(Stored data)
=== Section Start ===
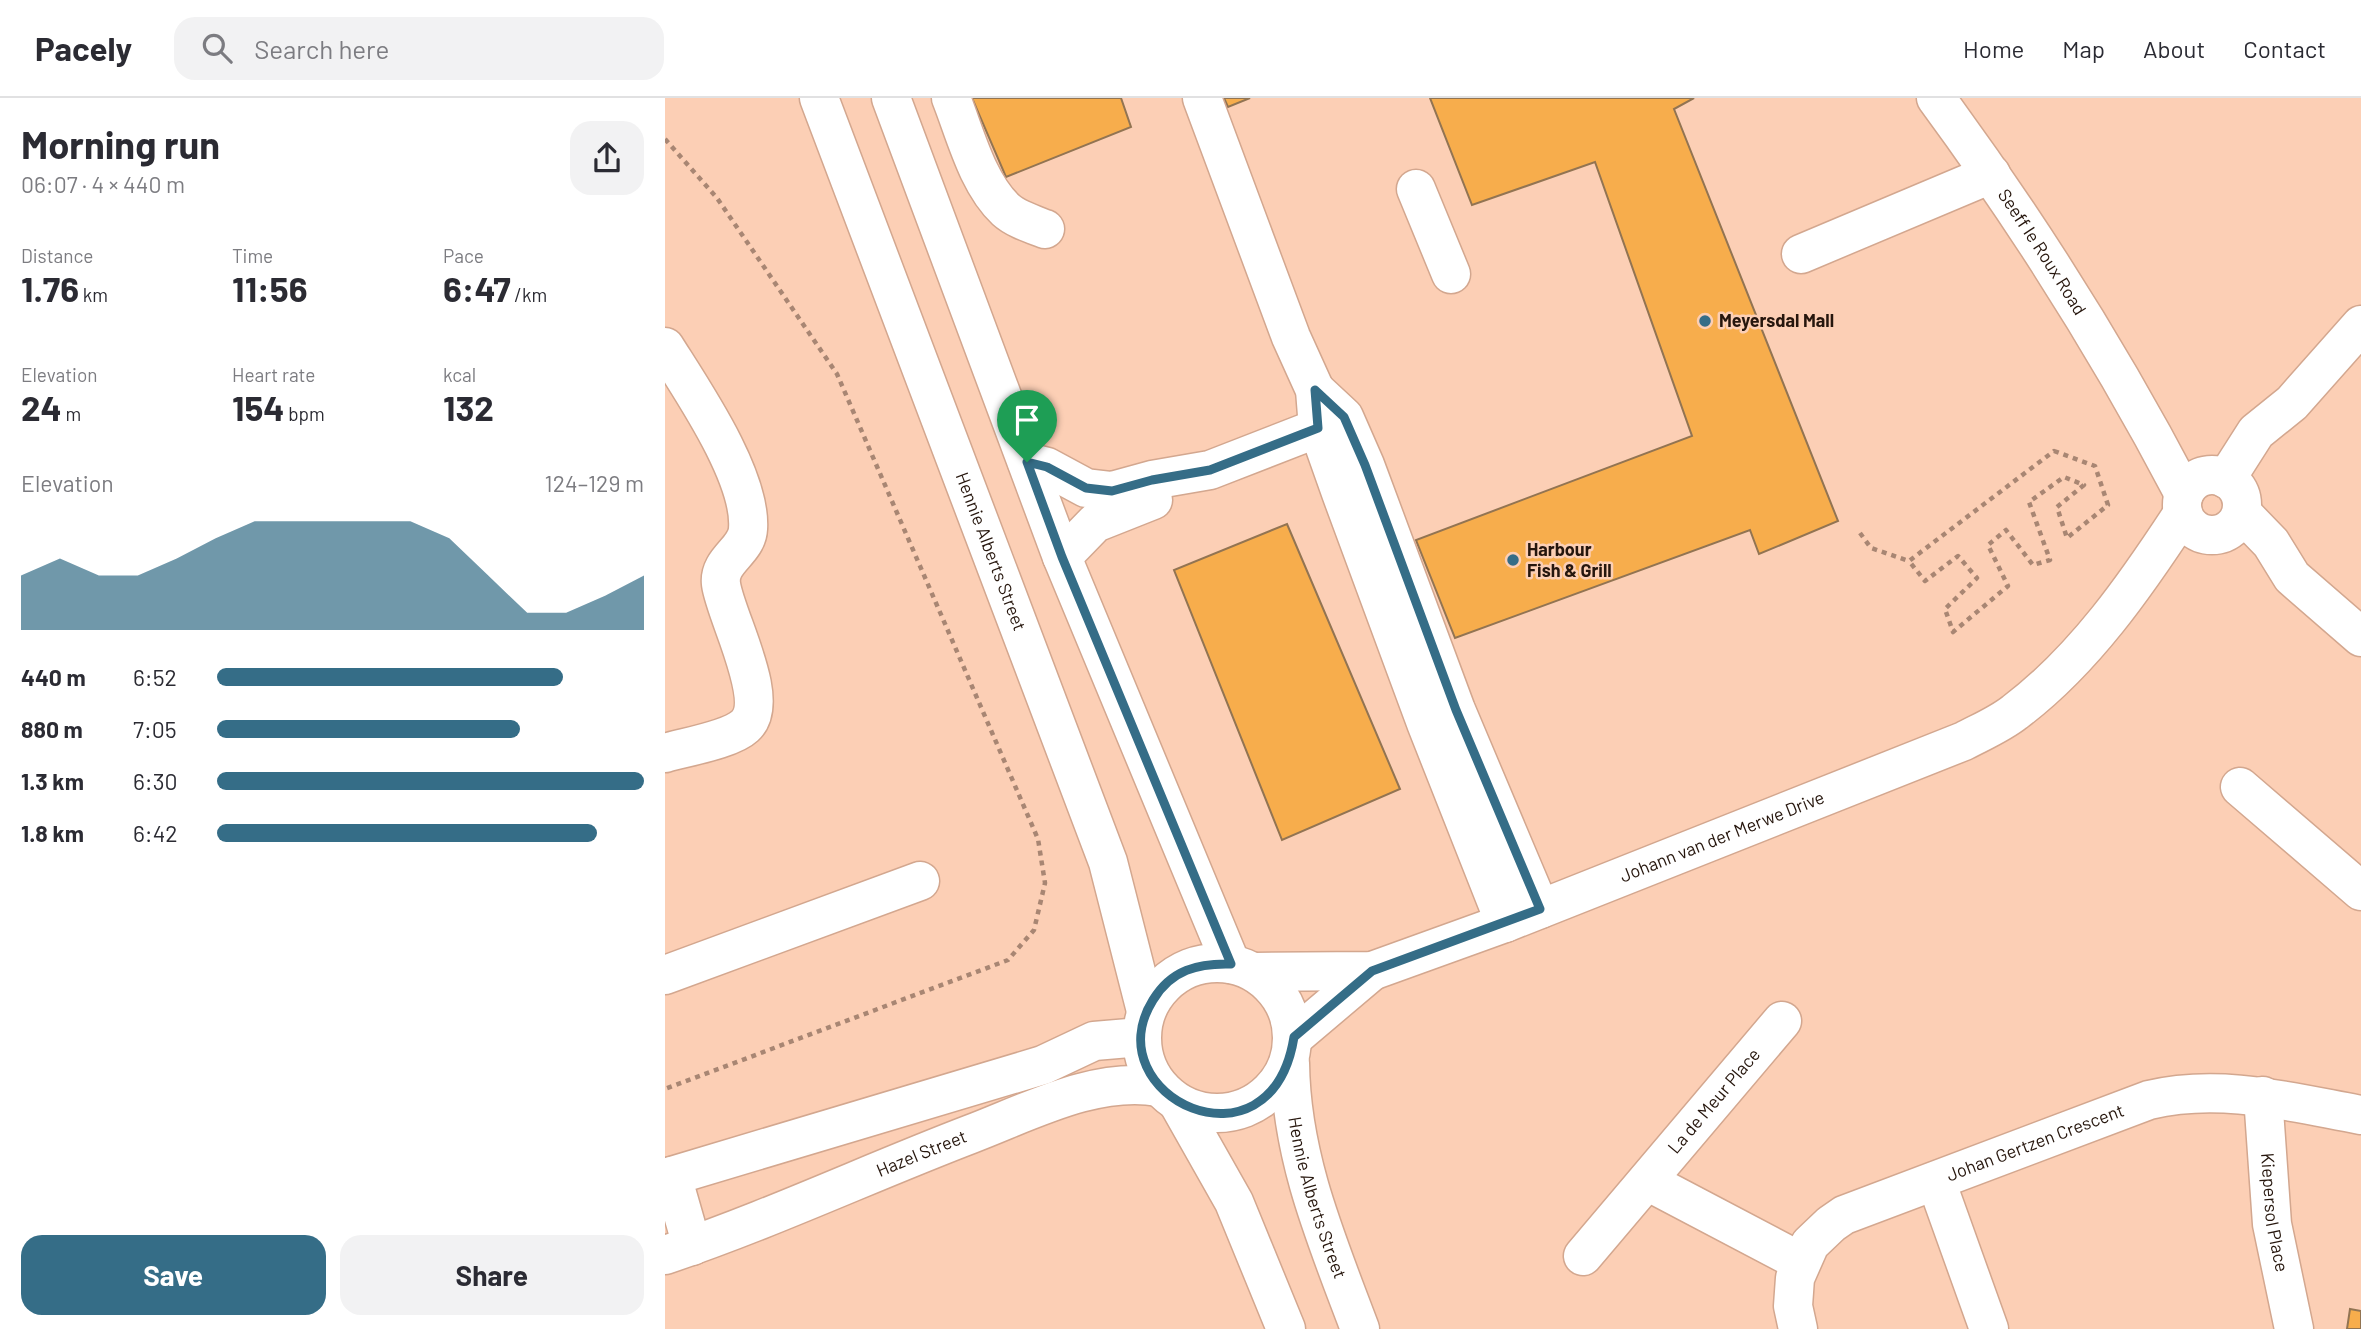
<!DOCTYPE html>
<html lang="en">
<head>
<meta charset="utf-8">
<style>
  :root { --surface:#fff; --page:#f2f2f3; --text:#2b2b33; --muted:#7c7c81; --line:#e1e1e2; --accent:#356d87 }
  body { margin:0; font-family:Barlow,sans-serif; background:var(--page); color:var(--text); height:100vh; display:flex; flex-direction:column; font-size:26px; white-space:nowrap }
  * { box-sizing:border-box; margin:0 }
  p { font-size:23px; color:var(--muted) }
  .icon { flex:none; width:38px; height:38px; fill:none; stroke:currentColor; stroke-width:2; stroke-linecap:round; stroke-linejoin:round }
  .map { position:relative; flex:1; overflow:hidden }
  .sheet { display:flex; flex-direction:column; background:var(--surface); width:665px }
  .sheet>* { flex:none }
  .pin { position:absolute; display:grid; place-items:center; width:60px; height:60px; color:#fff; margin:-72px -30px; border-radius:50% 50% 50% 0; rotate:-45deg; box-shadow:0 0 7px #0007 }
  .pin .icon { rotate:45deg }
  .round { display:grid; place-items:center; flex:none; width:74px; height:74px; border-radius:21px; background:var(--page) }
  .overview { display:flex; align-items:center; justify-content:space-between; height:119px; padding:0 21px }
  h1 { font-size:38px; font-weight:700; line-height:52px }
  .stats { display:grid; grid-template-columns:repeat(3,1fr); gap:10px; height:119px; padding:7px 21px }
  .stats div { display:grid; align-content:center }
  .stats b { font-size:35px; font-weight:700 }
  .stats small { font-size:19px; font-weight:400 }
  .stats p { font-size:19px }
  .chart { height:196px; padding:14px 21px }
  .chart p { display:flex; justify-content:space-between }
  .chart svg { width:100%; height:126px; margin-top:7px; fill:var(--accent); opacity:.7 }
  .primary-button { display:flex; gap:14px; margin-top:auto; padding:14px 21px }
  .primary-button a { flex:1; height:80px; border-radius:21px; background:var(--accent); color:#fff; font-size:28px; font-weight:700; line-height:80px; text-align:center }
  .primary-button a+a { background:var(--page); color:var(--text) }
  ul { padding:0 21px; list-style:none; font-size:23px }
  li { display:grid; grid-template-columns:112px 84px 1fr; align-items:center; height:52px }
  li i { height:18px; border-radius:9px; background:var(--accent) }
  header { display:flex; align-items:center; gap:42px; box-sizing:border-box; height:98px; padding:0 35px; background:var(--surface); border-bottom:2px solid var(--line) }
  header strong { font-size:33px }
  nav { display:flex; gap:38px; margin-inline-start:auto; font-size:24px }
  .search { width:490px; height:63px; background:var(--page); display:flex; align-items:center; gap:18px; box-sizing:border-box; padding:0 24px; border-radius:21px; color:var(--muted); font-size:26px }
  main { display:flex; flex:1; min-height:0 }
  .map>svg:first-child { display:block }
  .building { fill:#f7ad4c; stroke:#927452; stroke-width:2 }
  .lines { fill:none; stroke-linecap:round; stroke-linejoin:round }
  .minor-casing { stroke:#d3a78f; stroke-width:41 }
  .path { stroke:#a88673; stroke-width:4.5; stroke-dasharray:5 5; stroke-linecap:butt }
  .minor { stroke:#fff; stroke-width:38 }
  .route-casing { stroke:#fff; stroke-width:14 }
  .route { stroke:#356d87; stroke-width:9 }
  .poi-dot { fill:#356d87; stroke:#fccfb5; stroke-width:2.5 }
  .labels { text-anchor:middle; stroke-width:5; stroke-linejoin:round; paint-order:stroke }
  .street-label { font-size:18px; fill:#26160d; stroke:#fccfb5 }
  .poi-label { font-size:18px; font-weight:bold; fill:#26160d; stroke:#fccfb5; text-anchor:start }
</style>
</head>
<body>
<header>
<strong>Pacely</strong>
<div class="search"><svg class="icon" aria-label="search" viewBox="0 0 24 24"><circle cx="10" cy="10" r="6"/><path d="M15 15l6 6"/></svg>Search here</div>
<nav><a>Home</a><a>Map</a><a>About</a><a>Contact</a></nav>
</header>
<main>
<section class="sheet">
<div class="overview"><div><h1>Morning run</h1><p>06:07 · 4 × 440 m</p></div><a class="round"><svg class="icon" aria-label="share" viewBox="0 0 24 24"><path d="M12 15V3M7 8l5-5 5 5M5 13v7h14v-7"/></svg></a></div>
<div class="stats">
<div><p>Distance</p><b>1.76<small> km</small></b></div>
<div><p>Time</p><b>11:56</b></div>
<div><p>Pace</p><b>6:47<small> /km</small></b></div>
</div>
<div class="stats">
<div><p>Elevation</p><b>24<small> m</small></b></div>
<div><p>Heart rate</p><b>154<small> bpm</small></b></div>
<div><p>kcal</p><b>132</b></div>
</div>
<div class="chart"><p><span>Elevation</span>124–129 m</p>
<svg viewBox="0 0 160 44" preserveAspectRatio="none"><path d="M0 44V25L10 19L20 25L30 25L40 19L50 12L60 6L70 6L80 6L90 6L100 6L110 12L120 25L130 38L140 38L150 32L160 25V44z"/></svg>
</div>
<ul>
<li><b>440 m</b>6:52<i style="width:81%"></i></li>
<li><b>880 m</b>7:05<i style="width:71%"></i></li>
<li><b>1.3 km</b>6:30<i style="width:100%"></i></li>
<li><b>1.8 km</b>6:42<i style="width:89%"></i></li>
</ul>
<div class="primary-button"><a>Save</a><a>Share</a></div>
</section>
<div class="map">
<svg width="1696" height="1231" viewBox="0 0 1696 1231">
  <rect width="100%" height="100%" fill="#fccfb5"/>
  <g class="building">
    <path d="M307,0H456L466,29L341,79Z"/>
    <path d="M559,0H585L563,9Z"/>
    <path d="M765,0H1029L1009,11L1173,423L1094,456L1085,432L790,540L751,442L1027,338L930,64L807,107Z"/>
    <path d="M622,426L735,691L617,742L509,472Z"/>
    <path d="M1685,1211L1696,1213V1231H1682Z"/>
  </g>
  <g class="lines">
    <g class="minor-casing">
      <g id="minor">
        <path id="s1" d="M154,0L443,764L481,913"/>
        <path d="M226,0L397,459L566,866"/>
        <path d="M286,0C300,35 312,85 341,112C351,121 367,126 380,131"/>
        <path d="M537,0L626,239L650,292L653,330L676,395L761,625L840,825"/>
        <path id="s2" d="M1271,0C1363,125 1447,258 1519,396"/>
        <path d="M751,91L786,176"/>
        <path d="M1136,156L1326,76"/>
        <path d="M0,249C27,292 87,379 83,431C82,453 53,462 56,486C60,518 108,603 80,628C65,642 20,649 0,655"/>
        <path d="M650,292L679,319L700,367L791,612L875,811"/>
        <path d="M362,364L382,369L421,390L447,393L487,382L545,372L653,330"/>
        <circle cx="1547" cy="407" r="30"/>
        <path d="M1561,381L1591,334L1627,305L1696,227"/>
        <path d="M1577,415L1606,445L1627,479L1696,539"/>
        <path d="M397,459L430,425L488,402"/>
        <path d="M1575,689L1696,793"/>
        <circle cx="552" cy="940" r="75"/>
        <path id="s3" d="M590,874L707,873L840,825L1299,643C1316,634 1335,626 1350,614C1419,562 1471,487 1518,415"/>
        <path d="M0,877L255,783"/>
        <path d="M629,939L707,873"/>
        <path id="s4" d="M625,965C626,1060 662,1143 695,1231"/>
        <path id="s5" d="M1598,998L1607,1126L1629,1231"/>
        <path d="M513,1005L569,1104L621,1231"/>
        <path d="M7,1078L27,1148"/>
        <path d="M0,1080L378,967L429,943L476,939"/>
        <path d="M982,1083L1136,1164"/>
        <path d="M1271,1083L1324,1231"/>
        <path id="s6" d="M0,1157C104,1122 204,1075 306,1036C364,1014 430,978 494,989"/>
        <path id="s7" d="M918,1158L1117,923"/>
        <path id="s8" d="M1133,1231L1128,1208L1130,1180L1145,1146L1166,1126L1179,1117L1484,1002C1556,985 1625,1004 1696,1017"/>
      </g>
    </g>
    <g class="path">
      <path d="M0,41L52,100L172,276L373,741L380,785L369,832L343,862L0,991"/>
      <path d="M1389,353L1430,368L1443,407L1402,440L1392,409L1419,387L1399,379L1364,404L1385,462L1368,467L1341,432L1323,447L1343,488L1288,534L1280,511L1312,480L1293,458L1260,483L1244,463Z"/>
      <path d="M1195,435L1206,450L1244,463"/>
    </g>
    <use href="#minor" class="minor"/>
  </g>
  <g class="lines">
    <g class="route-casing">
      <path id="route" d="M650,292L679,319L700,367L791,612L875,811L707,873L629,939C606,1082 428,998 488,902C506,872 533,865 566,866L397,459L362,364L382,369L421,390L447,393L487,382L545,372L653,330Z"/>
    </g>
    <use href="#route" class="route"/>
  </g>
  <g class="poi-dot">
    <circle cx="1040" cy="223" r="7"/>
    <circle cx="848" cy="462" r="7"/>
  </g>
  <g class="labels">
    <g class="street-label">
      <text dy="6" stroke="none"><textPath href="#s2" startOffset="187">Seeff le Roux Road</textPath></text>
      <text dy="6" stroke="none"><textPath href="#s1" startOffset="485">Hennie Alberts Street</textPath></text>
      <text dy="6" stroke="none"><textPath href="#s3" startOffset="492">Johann van der Merwe Drive</textPath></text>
      <text dy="6" stroke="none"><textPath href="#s7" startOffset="203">La de Meur Place</textPath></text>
      <text dy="6" stroke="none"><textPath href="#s8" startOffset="338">Johan Gertzen Crescent</textPath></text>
      <text dy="6" stroke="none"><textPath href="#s6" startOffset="276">Hazel Street</textPath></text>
      <text dy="6" stroke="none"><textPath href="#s4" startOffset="138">Hennie Alberts Street</textPath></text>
      <text dy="6" stroke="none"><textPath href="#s5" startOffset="117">Kiepersol Place</textPath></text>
    </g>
    <g class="poi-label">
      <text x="1054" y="229">Meyersdal Mall</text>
      <text x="862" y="458">Harbour<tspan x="862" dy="21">Fish &amp; Grill</tspan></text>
    </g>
  </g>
</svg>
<div class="pin" style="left:362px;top:364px;background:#1e9e55"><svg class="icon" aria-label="arrive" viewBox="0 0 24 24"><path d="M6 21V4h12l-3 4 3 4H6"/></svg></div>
</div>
</main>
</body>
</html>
=== Section End ===
== AIM OF THE EXERCISE ==
Return the lines exactly as they stand, from the start of the entries through the line holding "margin:0; font-family:Barlow,sans-serif; background:var(--page);"; omit the pictures.

== YOUR RESPONSE ==
<!DOCTYPE html>
<html lang="en">
<head>
<meta charset="utf-8">
<style>
  :root { --surface:#fff; --page:#f2f2f3; --text:#2b2b33; --muted:#7c7c81; --line:#e1e1e2; --accent:#356d87 }
  body { margin:0; font-family:Barlow,sans-serif; background:var(--page); color:var(--text); height:100vh; display:flex; flex-direction:column; font-size:26px; white-space:nowrap }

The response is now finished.